Founders Live founder Nick Hughes speaks at a recent event in Seattle. (Photo via Founders Live)

Nick Hughes hosted the first Feature Friday event back in March 2014 as a way to help early-stage entrepreneurs pitch their ideas in 99 seconds and network with others in the Seattle startup community. Now he’s taking the idea global.

Nick Hughes.

Hughes, a veteran of the Seattle startup scene, has grown Feature Friday into Founders Live, a company that organizes local events for entrepreneurs in 24 cities worldwide.

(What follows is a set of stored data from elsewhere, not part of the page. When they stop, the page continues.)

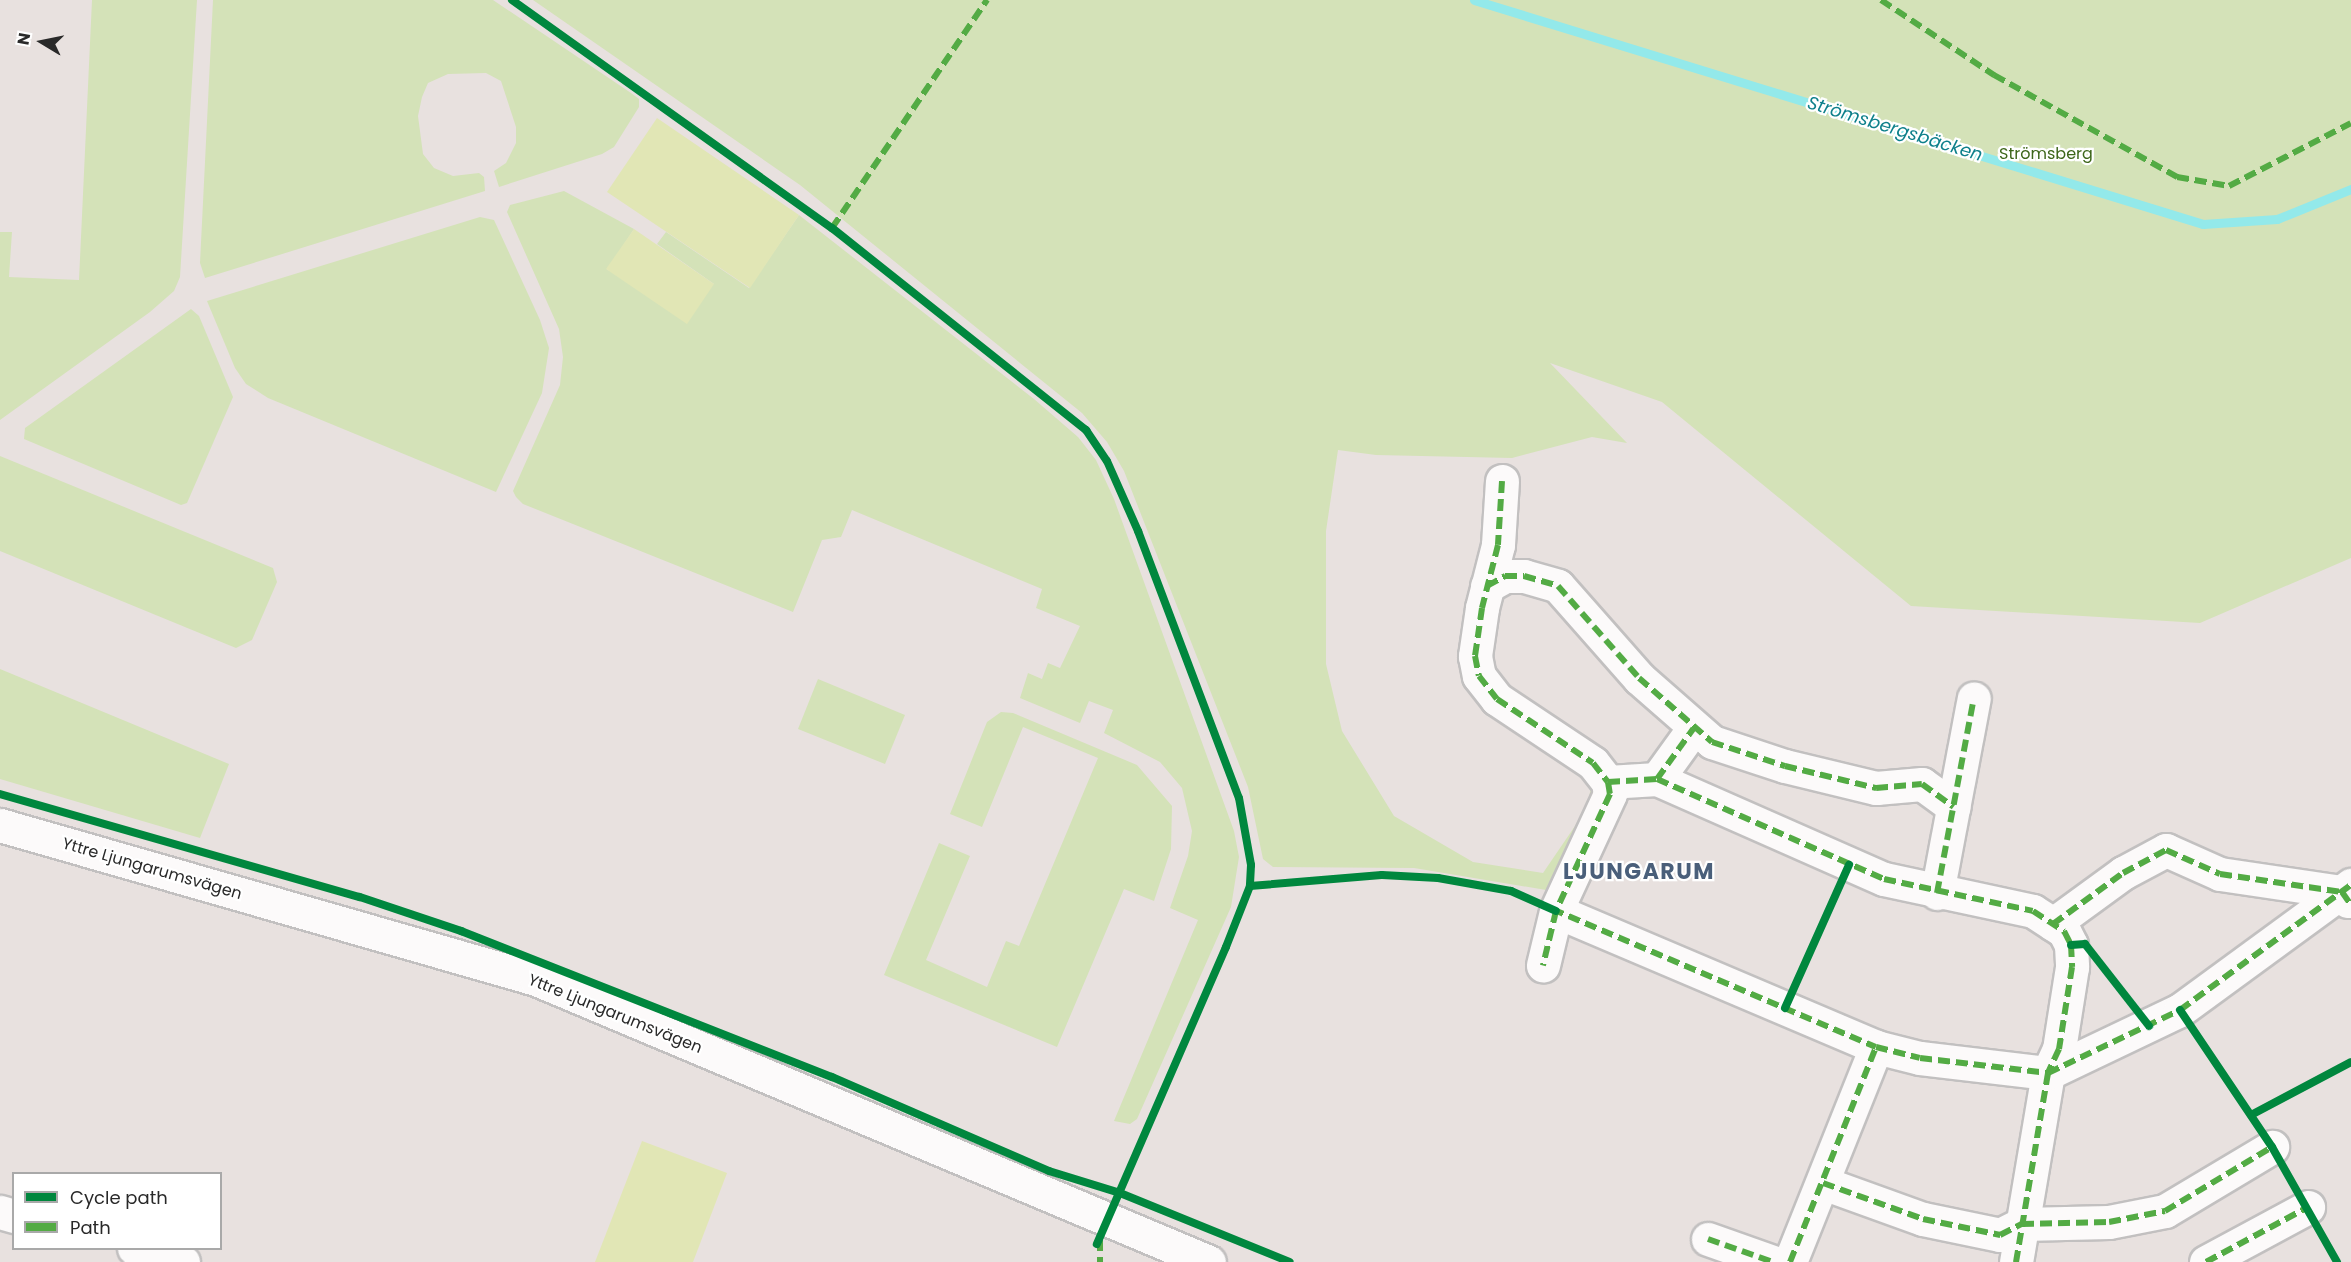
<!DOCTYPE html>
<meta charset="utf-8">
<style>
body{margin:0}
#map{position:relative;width:2351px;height:1262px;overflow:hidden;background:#e8e1df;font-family:Poppins,sans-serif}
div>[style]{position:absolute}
.green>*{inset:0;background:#d4e2b8}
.pitch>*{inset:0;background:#e1e6b5}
.stream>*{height:9px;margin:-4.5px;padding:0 4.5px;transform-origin:4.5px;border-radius:4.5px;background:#93e9ea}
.roads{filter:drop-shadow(2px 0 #c2c0c0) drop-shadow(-2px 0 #c2c0c0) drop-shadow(0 2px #c2c0c0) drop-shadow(0 -2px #c2c0c0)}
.minor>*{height:33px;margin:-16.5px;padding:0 16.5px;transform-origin:16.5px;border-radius:16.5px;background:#fcfafa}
.quiet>*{height:6px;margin-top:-3px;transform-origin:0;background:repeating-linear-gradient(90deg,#53ab44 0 12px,transparent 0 18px)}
.cycleway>*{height:8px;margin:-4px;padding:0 4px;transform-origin:4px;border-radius:4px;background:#00873e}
span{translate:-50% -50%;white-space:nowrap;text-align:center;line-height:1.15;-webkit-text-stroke:4.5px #fff;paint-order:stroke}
.park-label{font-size:16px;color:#3d661a}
.street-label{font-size:16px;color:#292929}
.water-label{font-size:18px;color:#0e808b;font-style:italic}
.district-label{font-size:22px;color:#4a5f7a;font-weight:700;letter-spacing:1.5px}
.legend{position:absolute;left:12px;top:1172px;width:210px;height:78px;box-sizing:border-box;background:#fff;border:2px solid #a9a9a9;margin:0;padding:8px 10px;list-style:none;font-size:18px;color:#292929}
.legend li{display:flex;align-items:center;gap:12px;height:30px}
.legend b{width:30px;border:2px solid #a9a9a9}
.north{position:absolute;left:12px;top:12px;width:60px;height:60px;-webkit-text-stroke:4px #fff;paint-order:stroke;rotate:280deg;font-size:16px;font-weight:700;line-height:24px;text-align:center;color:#292929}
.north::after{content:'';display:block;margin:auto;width:21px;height:27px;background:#292929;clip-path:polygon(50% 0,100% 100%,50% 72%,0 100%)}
</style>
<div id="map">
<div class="green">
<div style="clip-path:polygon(92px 0,197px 0,180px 277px,174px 291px,150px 312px,0 420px,0 232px,12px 232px,9px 277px,79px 280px)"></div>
<div style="clip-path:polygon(213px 0,493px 0,631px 93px,639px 99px,639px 107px,614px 147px,602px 154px,499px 187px,494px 171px,506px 163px,516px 143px,516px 127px,501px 81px,486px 73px,448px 74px,428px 83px,422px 97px,418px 116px,423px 154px,434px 168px,453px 176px,479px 173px,484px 177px,485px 191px,205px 278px,200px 263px)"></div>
<div style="clip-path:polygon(533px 0,2351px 0,2351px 558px,2200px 623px,1911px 606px,1662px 402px,1550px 363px,1627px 443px,1592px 437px,1512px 458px,1376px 455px,1338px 450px,1326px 531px,1326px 664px,1342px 731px,1394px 816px,1473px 862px,1543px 873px,1575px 826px,1588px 803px,1591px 787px,1596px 784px,1552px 891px,1414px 868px,1273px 867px,1263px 859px,1248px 787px,1124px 471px,1107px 442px,1082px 413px,800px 185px)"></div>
<div style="clip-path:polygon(564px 191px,634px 229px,607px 270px,714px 284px,657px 244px,666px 232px,749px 288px,799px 215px,1034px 399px,1078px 437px,1096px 460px,1114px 499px,1234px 831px,1239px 857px,1231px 907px,1137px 1119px,1130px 1124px,1114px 1121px,1198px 920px,1170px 908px,1188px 856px,1192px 831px,1182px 788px,1160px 762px,1104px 733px,1113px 710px,1089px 701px,1080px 723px,1020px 698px,1028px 673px,1042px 679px,1048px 663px,1060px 668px,1080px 626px,1036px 608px,1042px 589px,852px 510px,841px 537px,822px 540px,793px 612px,523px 504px,516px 497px,513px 491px,560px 385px,563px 357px,559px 329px,507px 212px,510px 205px)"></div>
<div style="clip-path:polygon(480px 217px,494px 220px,540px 320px,549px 348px,542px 393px,496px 492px,268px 398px,246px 384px,235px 368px,207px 301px)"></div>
<div style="clip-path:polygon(191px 309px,199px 316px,233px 397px,187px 503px,181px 505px,24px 439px,25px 428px)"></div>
<div style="clip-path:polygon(0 456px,273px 568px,277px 582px,252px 640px,236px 648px,0 551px)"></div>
<div style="clip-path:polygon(0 669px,229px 764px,200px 838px,0 779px)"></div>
<div style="clip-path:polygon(818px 679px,905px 715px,885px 764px,798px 729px)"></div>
<div style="clip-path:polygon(1001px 712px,1013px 713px,1137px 765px,1172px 806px,1171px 849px,1154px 901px,1124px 889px,1057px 1047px,884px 975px,939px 843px,970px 856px,926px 960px,987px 987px,1006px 941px,1019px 946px,1098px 758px,1023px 727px,982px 827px,950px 814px,987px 722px)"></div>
</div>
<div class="pitch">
<div style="clip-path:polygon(657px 118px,799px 215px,750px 288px,607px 192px)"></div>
<div style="clip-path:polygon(634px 229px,714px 284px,687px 324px,606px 269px)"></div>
<div style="clip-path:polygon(642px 1141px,727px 1173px,693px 1262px,595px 1262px)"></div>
</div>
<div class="stream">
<div style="left:1474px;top:0;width:763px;rotate:17.08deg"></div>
<div style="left:2203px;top:224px;width:74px;rotate:-3.9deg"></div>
<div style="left:2277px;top:219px;width:80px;rotate:-22.1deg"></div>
</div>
<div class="roads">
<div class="minor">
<div style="left:1502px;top:481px;width:64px;rotate:93.6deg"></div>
<div style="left:1498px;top:545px;width:65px;rotate:104.3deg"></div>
<div style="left:1482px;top:608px;width:49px;rotate:98.3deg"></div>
<div style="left:1475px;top:656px;width:20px;rotate:79deg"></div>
<div style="left:1479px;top:676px;width:29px;rotate:52deg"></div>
<div style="left:1497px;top:699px;width:115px;rotate:33.7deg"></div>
<div style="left:1593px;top:763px;width:24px;rotate:52deg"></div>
<div style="left:1608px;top:782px;width:12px;rotate:81deg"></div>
<div style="left:1610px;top:794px;width:129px;rotate:114.8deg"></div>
<div style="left:1556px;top:911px;width:56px;rotate:103.5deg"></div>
<div style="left:1487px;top:586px;width:21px;rotate:-29deg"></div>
<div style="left:1505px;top:576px;width:19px"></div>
<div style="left:1524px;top:576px;width:35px;rotate:16deg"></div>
<div style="left:1558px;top:586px;width:123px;rotate:48.6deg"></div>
<div style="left:1639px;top:678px;width:97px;rotate:41.2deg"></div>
<div style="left:1712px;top:742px;width:77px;rotate:18.2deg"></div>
<div style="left:1785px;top:766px;width:94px;rotate:13.6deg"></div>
<div style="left:1876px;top:788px;width:46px;rotate:-5deg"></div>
<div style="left:1922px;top:784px;width:39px;rotate:36deg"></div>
<div style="left:1657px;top:779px;width:62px;rotate:-54.2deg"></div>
<div style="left:1608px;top:782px;width:49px;rotate:-3.5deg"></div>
<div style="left:1657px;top:779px;width:248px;rotate:23.8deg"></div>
<div style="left:1884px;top:879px;width:152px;rotate:12.1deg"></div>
<div style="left:2033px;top:911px;width:37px;rotate:33deg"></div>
<div style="left:2064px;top:931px;width:16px;rotate:63deg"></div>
<div style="left:2071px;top:945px;width:22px;rotate:87deg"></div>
<div style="left:2072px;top:967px;width:83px;rotate:99deg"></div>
<div style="left:2059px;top:1049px;width:26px;rotate:115deg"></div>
<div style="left:2048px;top:1073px;width:192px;rotate:99.6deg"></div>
<div style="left:0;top:825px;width:558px;rotate:16.03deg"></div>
<div style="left:536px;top:979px;width:730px;rotate:22.81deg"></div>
<div style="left:1937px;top:893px;width:198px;rotate:-79.3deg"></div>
<div style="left:1556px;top:911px;width:348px;rotate:23deg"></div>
<div style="left:1876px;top:1047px;width:45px;rotate:14deg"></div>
<div style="left:1920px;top:1058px;width:129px;rotate:6.7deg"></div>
<div style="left:2048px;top:1073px;width:146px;rotate:-25.5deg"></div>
<div style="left:2180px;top:1010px;width:212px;rotate:-36.2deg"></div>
<div style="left:2053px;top:924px;width:87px;rotate:-36.1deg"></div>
<div style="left:2123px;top:873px;width:49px;rotate:-28.1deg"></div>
<div style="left:2166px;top:850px;width:59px;rotate:24deg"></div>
<div style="left:2220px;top:874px;width:123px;rotate:8.4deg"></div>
<div style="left:2342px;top:892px;width:11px;rotate:56deg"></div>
<div style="left:1823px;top:1183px;width:106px;rotate:19.8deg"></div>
<div style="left:1923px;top:1219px;width:79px;rotate:11.7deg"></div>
<div style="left:2000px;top:1235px;width:25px;rotate:-27deg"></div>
<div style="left:2022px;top:1224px;width:87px;rotate:-1.3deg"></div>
<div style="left:2109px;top:1222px;width:57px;rotate:-11.1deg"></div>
<div style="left:2165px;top:1211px;width:125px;rotate:-30.9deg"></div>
<div style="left:0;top:1212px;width:15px;rotate:16deg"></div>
<div style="left:1708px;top:1239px;width:69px;rotate:19.5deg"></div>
<div style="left:134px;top:1248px;width:51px;rotate:15.9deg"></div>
<div style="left:1790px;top:1262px;width:232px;rotate:-68.2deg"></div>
<div style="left:2206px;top:1262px;width:116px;rotate:-28.3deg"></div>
</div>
</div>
<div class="quiet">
<div style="left:1881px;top:0;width:136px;rotate:33.6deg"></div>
<div style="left:1994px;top:75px;width:210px;rotate:29.1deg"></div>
<div style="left:2177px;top:177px;width:53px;rotate:9.8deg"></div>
<div style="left:2229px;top:186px;width:137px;rotate:-27.3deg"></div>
<div style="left:832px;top:228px;width:276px;rotate:-55.8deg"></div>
<div style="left:1502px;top:481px;width:64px;rotate:93.6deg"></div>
<div style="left:1498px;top:545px;width:65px;rotate:104.3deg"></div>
<div style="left:1482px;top:608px;width:49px;rotate:98.3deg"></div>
<div style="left:1475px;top:656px;width:20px;rotate:79deg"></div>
<div style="left:1479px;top:676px;width:29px;rotate:52deg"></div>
<div style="left:1497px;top:699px;width:115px;rotate:33.7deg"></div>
<div style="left:1593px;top:763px;width:24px;rotate:52deg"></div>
<div style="left:1608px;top:782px;width:12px;rotate:81deg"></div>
<div style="left:1610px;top:794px;width:129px;rotate:114.8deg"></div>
<div style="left:1556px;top:911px;width:56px;rotate:103.5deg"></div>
<div style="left:1487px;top:586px;width:21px;rotate:-29deg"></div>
<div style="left:1505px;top:576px;width:19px"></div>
<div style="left:1524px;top:576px;width:35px;rotate:16deg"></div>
<div style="left:1558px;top:586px;width:123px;rotate:48.6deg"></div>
<div style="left:1639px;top:678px;width:97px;rotate:41.2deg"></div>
<div style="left:1712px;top:742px;width:77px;rotate:18.2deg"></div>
<div style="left:1785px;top:766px;width:94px;rotate:13.6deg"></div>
<div style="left:1876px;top:788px;width:46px;rotate:-5deg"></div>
<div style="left:1922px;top:784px;width:39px;rotate:36deg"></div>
<div style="left:1657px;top:779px;width:62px;rotate:-54.2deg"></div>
<div style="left:1608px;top:782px;width:49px;rotate:-3.5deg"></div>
<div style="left:1657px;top:779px;width:248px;rotate:23.8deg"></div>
<div style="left:1884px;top:879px;width:152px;rotate:12.1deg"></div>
<div style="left:2033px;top:911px;width:37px;rotate:33deg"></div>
<div style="left:2064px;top:931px;width:16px;rotate:63deg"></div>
<div style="left:2071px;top:945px;width:22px;rotate:87deg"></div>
<div style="left:2072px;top:967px;width:83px;rotate:99deg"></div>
<div style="left:2059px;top:1049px;width:26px;rotate:115deg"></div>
<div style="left:2048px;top:1073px;width:192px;rotate:99.6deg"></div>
<div style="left:1937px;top:893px;width:198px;rotate:-79.3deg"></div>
<div style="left:1552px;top:909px;width:352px;rotate:23.1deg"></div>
<div style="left:1876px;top:1047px;width:45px;rotate:14deg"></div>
<div style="left:1920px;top:1058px;width:129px;rotate:6.7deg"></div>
<div style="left:2048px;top:1073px;width:146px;rotate:-25.5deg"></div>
<div style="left:2180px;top:1010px;width:212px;rotate:-36.2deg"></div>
<div style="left:2053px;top:924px;width:87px;rotate:-36.1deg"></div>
<div style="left:2123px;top:873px;width:49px;rotate:-28.1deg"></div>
<div style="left:2166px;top:850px;width:59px;rotate:24deg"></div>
<div style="left:2220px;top:874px;width:123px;rotate:8.4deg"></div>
<div style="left:2342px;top:892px;width:16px;rotate:55deg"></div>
<div style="left:1823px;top:1183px;width:106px;rotate:19.8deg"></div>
<div style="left:1923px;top:1219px;width:79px;rotate:11.7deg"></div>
<div style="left:2000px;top:1235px;width:25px;rotate:-27deg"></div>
<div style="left:2022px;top:1224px;width:87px;rotate:-1.3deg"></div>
<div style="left:2109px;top:1222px;width:57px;rotate:-11.1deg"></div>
<div style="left:2165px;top:1211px;width:125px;rotate:-30.9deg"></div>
<div style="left:1100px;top:1239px;width:23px;rotate:90deg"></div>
<div style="left:1708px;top:1239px;width:69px;rotate:19.5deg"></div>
<div style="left:1790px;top:1262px;width:232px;rotate:-68.2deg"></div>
<div style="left:2206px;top:1262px;width:116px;rotate:-28.3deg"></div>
</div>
<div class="cycleway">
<div style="left:512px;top:0;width:393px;rotate:35.5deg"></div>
<div style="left:832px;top:228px;width:325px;rotate:38.5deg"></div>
<div style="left:1086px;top:430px;width:37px;rotate:56deg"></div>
<div style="left:1107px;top:461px;width:77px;rotate:66.1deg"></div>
<div style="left:1138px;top:531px;width:285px;rotate:69.3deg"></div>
<div style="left:1239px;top:798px;width:68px;rotate:79.8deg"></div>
<div style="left:1251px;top:865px;width:21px;rotate:93deg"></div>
<div style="left:1250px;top:886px;width:66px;rotate:111.5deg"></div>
<div style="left:1226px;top:947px;width:324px;rotate:113.5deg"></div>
<div style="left:0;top:794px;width:374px;rotate:16deg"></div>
<div style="left:360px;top:897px;width:107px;rotate:18.6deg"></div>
<div style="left:461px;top:931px;width:399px;rotate:21.5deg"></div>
<div style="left:832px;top:1077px;width:236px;rotate:23.4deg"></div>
<div style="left:1049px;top:1171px;width:74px;rotate:17.2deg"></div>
<div style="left:1120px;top:1193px;width:183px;rotate:22.1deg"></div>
<div style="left:1250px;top:886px;width:132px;rotate:-4.8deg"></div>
<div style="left:1382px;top:875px;width:56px;rotate:3.1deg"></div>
<div style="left:1438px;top:878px;width:74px;rotate:10.1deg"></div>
<div style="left:1511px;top:891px;width:49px;rotate:24deg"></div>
<div style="left:2071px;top:945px;width:14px;rotate:-4deg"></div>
<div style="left:2085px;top:944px;width:104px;rotate:52deg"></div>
<div style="left:1785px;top:1008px;width:157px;rotate:-65.9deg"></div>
<div style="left:2180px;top:1010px;width:165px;rotate:56.1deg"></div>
<div style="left:2272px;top:1147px;width:132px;rotate:60.5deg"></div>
<div style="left:2251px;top:1115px;width:113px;rotate:-27.9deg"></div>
</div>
<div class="park-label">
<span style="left:2046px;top:154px">Strömsberg</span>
</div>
<div class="street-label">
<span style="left:152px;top:869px;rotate:16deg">Yttre Ljungarumsvägen</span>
<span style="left:615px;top:1014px;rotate:22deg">Yttre Ljungarumsvägen</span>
</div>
<div class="water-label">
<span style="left:1895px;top:129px;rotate:17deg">Strömsbergsbäcken</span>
</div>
<div class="district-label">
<span style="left:1639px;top:872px">LJUNGARUM</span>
</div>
<ul class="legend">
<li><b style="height:8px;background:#00873e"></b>Cycle path</li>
<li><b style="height:8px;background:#53ab44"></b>Path</li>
</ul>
<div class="north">N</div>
</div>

Hughes just announced a new corporate partnership with Liquid Telecom, a data, voice, and IP provider based in Africa, to hold monthly Founders Live events in 10 African cities over the next year across Ghana, Uganda, Kenya, South Africa, and other countries.

Hughes expanded the Feature Friday idea into something that could be replicated in other cities within a brand that “tied together the detached and separated startup cultures into the wider global entrepreneurial community.”

“Founders Live takes upon itself a responsibility to create virtual and physical spaces for people to gather, learn, celebrate and explore entrepreneurship in hopes to make the world a better place,” Hughes added.

Founders Live, which still organizes events around the 99-second pitches, has 6,000 members and is aiming to be in 40 cities by the end of this year and 100 by the end of 2019.

Hughes is the only Founders Live employee and manages local leaders in each city. He raised a small investment round last year.

Founders Live makes money off event ticketing, sponsorships, and partnerships. New revenue streams are in the works, including a marketplace for products and services that help entrepreneurs build their businesses, as well as a global livestream channel.

Hughes said his own entrepreneurial experience has taught him that “creativity and entrepreneurship knows no borders.” He envisions Founders Live becoming “one of the biggest entrepreneurial brands in the world.”

“Our vision is to power the pulse of global early stage entrepreneurship, provide a first-step pathway for founders who most likely are not in the ‘Valley’ or other tech hotbeds and don’t have the easy access to resources, education, connections, and capital like us lucky ones,” Hughes said.